▸ Material provided
++++++

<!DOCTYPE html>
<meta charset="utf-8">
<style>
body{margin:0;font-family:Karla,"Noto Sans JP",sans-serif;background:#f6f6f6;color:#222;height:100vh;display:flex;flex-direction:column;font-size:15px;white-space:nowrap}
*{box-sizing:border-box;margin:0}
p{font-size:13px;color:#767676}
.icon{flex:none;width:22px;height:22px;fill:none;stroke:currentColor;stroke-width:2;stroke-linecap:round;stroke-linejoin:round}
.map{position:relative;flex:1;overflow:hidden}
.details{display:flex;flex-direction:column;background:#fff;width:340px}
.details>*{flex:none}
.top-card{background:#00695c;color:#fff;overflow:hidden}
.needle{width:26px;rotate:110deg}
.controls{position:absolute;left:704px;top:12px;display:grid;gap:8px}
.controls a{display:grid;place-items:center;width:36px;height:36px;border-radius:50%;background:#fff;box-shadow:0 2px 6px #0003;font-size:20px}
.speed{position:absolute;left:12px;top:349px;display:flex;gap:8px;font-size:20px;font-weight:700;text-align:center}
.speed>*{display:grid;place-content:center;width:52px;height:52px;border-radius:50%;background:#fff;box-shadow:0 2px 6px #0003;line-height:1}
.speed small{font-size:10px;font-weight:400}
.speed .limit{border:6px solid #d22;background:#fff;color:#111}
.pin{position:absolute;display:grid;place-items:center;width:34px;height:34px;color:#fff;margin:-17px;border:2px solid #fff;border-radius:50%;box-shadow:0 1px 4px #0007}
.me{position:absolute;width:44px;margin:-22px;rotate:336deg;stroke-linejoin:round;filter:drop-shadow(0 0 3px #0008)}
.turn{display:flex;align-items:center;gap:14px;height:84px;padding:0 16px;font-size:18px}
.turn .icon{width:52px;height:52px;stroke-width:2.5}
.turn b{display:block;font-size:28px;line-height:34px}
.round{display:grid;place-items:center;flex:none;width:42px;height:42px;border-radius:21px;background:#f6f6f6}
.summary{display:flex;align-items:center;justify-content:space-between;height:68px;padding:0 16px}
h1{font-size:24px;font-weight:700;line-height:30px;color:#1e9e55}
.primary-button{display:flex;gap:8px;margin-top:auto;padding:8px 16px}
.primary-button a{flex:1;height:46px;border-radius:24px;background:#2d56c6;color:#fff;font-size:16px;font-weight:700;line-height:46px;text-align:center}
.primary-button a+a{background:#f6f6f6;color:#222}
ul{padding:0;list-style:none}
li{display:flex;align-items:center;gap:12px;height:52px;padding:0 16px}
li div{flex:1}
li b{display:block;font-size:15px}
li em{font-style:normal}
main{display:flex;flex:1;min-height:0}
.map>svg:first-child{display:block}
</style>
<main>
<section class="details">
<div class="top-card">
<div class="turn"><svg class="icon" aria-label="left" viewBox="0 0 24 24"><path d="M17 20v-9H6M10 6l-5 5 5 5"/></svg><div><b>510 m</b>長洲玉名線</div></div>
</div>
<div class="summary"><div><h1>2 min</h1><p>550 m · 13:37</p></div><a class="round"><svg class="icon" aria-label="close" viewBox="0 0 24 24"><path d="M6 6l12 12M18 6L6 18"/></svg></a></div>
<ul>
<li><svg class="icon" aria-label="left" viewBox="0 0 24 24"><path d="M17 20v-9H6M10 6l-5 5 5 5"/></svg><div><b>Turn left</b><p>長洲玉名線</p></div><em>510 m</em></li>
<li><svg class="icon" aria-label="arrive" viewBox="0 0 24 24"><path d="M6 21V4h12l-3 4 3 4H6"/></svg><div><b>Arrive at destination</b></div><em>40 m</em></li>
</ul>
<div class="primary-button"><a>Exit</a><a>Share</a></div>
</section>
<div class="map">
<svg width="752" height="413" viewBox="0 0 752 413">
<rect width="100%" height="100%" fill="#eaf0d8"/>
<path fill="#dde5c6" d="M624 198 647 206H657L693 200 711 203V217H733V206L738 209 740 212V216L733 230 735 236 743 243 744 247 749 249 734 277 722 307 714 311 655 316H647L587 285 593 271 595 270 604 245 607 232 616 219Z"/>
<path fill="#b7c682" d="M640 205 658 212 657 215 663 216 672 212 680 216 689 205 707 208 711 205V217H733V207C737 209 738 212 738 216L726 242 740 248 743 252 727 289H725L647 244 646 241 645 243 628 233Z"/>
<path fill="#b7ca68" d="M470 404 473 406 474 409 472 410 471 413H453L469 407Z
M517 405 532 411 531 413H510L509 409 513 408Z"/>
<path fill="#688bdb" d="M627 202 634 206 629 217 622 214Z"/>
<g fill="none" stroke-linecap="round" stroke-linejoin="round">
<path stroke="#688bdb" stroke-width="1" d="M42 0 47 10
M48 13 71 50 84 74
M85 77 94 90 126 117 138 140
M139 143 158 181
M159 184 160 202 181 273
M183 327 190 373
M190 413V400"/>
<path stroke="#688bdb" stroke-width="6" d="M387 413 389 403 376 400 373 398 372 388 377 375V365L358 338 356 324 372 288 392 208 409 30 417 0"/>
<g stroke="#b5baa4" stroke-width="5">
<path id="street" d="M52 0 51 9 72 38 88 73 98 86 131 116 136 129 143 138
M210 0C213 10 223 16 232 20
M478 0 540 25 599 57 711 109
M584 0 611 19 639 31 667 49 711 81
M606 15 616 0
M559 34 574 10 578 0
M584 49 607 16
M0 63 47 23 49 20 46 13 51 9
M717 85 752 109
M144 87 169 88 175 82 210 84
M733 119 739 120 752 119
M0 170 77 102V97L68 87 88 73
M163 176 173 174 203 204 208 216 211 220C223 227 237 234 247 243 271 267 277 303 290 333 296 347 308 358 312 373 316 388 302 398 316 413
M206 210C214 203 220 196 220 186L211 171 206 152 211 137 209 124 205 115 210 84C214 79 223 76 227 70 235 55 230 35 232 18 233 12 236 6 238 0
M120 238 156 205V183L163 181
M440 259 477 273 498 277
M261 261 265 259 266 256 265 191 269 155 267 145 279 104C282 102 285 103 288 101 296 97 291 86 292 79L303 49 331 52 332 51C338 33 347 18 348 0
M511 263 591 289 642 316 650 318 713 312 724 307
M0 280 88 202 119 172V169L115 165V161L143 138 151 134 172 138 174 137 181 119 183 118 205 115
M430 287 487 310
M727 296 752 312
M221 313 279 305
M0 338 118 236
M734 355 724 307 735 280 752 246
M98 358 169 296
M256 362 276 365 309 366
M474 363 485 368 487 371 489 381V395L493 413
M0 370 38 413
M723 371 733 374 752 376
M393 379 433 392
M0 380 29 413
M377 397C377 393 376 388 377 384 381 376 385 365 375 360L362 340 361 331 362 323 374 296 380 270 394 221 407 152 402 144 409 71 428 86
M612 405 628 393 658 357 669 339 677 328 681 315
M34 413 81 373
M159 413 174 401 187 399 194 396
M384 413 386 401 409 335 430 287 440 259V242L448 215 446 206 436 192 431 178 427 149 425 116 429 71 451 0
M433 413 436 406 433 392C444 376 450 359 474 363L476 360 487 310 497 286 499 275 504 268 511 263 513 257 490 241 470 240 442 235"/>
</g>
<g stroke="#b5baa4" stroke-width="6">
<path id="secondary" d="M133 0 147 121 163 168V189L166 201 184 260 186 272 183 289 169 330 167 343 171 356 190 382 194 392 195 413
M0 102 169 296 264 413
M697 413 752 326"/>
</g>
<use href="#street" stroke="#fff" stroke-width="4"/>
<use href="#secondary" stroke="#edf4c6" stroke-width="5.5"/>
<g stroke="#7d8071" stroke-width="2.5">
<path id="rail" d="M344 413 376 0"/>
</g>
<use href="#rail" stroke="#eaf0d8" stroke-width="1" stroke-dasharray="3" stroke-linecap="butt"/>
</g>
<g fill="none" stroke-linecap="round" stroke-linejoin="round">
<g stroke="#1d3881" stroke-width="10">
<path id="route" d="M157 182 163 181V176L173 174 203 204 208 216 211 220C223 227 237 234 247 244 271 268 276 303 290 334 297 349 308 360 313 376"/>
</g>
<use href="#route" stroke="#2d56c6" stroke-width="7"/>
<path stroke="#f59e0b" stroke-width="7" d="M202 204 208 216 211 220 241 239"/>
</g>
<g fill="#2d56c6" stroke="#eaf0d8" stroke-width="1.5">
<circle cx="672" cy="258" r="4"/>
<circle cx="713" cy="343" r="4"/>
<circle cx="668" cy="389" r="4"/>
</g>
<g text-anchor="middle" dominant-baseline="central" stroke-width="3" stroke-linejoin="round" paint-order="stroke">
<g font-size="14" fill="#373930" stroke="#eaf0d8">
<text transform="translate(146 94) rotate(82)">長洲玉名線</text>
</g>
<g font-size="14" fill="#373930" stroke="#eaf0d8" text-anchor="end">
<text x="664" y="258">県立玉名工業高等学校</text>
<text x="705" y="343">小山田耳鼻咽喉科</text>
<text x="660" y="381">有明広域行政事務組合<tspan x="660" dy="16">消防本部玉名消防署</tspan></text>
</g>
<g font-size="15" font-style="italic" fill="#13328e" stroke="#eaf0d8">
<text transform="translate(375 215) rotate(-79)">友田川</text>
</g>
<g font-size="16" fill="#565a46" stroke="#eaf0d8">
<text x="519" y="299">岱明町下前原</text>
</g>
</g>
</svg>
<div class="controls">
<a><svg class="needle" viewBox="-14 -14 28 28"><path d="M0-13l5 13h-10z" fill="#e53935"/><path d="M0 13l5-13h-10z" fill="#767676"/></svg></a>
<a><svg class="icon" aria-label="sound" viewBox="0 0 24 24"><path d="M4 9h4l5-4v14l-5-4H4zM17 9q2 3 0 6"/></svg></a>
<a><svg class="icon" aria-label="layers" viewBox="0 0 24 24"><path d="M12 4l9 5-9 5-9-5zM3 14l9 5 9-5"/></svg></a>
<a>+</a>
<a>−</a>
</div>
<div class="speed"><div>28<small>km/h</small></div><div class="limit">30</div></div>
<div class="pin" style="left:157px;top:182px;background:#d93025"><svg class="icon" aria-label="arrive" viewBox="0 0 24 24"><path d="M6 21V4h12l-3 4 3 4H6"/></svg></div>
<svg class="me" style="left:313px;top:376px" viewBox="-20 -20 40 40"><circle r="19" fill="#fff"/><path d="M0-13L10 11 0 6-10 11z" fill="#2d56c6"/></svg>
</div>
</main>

++++++

▸ Exercise
When the word "block" shows up in a line of the material, count that line; report only the final number.

▸ Answer section
3